Indochino Sews Up $4 Million Investment

Madrona, a Seattle-based capital investment group, has helped raise $4 million in Series A financing for men’s clothing company Indochino, co-founded by Kyle Vucko of Victoria and backed by former Yahoo Inc. president Jeffrey Mallett.

Burda Digital Ventures also participated in the investment in the company, which Vucko and Heikal Gani started while they were studying business at UVic.

Based in Vancouver with operations in Shanghai, Indochino is an online-only enterprise in the mould of shoe retailer Zappos.com, offering high-quality, custom-made men’s suits at prices designed to compete with off-the-rack chain outlets like Moores. It has a global customer base of 17,000 and was one of Douglas magazine’s 10 to Watch startups in 2009.

“We want to bring high-quality custom apparel to the masses, enabling men to get fashionable, affordable, made-to-measure clothing, anywhere in the world, in under two weeks,” Vucko says in a news release. “To help achieve this vision, we are making significant investments in technology and customer experience across the company. We are excited to partner with Madrona Venture Group, who have backed innovative, customer-centric online retail brands like Amazon.com and Nordstrom.com, and who have expertise helping companies leverage technology to scale.”

Vucko was in Victoria on March 28 and told Douglas the partnership with Madrona will allow Indochino to take several important steps in the growth and evolution of the business. First will be the hiring of several new executives, including a chief financial officer who will undertake a full audit of the brand’s price points. In the competitive world of men’s formalwear, says Vucko, “your credibility is communicated through your price points,” so you don’t want your product to be priced too low.

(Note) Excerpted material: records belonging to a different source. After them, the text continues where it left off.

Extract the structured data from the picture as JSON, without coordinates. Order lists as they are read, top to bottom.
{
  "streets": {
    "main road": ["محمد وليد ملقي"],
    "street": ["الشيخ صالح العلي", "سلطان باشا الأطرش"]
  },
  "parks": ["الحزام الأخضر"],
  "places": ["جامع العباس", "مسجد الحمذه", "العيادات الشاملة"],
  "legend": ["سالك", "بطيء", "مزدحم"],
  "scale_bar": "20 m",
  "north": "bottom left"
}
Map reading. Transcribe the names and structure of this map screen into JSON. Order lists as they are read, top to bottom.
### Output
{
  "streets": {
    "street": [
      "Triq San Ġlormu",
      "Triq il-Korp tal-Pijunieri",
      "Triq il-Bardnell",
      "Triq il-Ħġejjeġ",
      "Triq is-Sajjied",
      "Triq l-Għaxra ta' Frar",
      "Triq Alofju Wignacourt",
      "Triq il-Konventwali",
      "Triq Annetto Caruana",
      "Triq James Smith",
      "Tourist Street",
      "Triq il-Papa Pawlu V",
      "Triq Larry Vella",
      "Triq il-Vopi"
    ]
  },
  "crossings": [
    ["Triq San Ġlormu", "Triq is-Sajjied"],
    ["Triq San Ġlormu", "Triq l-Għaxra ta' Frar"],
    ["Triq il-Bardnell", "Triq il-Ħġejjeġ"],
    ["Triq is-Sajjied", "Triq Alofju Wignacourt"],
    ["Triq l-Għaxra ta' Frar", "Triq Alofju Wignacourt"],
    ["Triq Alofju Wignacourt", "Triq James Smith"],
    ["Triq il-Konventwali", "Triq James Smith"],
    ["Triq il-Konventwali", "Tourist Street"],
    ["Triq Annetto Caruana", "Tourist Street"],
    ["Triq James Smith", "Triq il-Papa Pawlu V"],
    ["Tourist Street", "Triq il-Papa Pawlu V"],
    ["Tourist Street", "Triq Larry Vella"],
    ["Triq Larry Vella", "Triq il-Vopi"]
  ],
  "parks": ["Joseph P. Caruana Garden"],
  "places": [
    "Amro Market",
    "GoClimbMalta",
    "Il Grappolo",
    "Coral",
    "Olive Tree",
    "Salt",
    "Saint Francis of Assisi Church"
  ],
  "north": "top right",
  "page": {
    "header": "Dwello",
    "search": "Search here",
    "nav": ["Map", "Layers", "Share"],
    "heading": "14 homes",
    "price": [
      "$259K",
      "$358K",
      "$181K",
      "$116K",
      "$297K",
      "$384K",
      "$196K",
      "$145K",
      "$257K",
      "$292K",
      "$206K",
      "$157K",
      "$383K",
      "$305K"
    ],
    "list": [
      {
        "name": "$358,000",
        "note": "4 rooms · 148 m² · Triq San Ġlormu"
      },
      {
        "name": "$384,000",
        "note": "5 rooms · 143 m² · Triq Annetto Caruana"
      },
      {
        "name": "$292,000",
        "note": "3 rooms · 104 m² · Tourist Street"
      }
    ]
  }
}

Secondly, the investment will allow Indochino to step up its marketing efforts. “In our first year or so, we got by on $700,000, maybe $800,000 in funding, so we never spent much on marketing,” Vucko says. In Indochino’s business, he adds, “branding is really important. That relationship is ultimately what motivates sales.”

The capital infusion will also facilitate continuity in quality and customer service as the company scales up production in China. Indochino has rapidly gone from working with a handful of home-based tailors to taking over large chunks of floor space at manufacturing facilities, and Vucko says investment in the supply chain is crucial for coping with this growth so the company stays on track toward its ambitious goal of “reinventing the way men shop.”

If you stop and think about it, he explains, “the retail experience was designed for women. At department stores like the Bay Centre, you have to go up several levels through perfume, cosmetics, lingerie, etc., to get to the suits. That retail experience really hasn’t changed in 100 years.”

Founded in 2007, Indochino has expanded beyond its roots in men’s custom suits to offer a full line of men’s custom dress wear, including blazers, outerwear, dress shirts, slacks, and accessories. The company saw its revenue hit seven figures in 2009 and grew sales 245 per cent year-over-year in 2010 on less than $1 million in total invested capital.

Photo: Indochino co-founders Heikal Gani, left, and Kyle Vucko.